┌─ Data shown

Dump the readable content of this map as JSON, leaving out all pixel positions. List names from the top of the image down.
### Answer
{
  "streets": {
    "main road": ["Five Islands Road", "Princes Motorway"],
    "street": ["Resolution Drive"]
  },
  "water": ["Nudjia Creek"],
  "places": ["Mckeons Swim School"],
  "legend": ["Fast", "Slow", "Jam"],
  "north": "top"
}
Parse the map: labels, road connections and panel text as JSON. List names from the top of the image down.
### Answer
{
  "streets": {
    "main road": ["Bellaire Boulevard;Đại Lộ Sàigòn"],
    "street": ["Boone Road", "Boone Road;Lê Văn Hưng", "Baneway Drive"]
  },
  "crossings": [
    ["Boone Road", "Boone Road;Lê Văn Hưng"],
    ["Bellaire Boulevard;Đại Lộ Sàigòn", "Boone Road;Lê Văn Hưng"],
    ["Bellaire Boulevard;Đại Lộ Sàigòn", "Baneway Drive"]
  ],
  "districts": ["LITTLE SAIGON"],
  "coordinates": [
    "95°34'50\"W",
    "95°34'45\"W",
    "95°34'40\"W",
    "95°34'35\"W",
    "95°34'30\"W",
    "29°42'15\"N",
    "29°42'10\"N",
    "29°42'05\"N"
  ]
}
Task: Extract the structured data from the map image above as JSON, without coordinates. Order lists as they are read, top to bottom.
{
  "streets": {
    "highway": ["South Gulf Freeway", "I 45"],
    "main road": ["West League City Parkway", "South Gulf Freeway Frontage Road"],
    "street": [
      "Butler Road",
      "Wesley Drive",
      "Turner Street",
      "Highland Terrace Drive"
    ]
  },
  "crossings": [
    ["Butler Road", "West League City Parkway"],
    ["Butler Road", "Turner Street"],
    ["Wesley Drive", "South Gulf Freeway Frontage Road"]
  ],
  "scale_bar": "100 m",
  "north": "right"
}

└─

- _Required work_
Respond with the number of lines in the listing above that include the word "down", and with nothing more.

- _Answer to this task_
2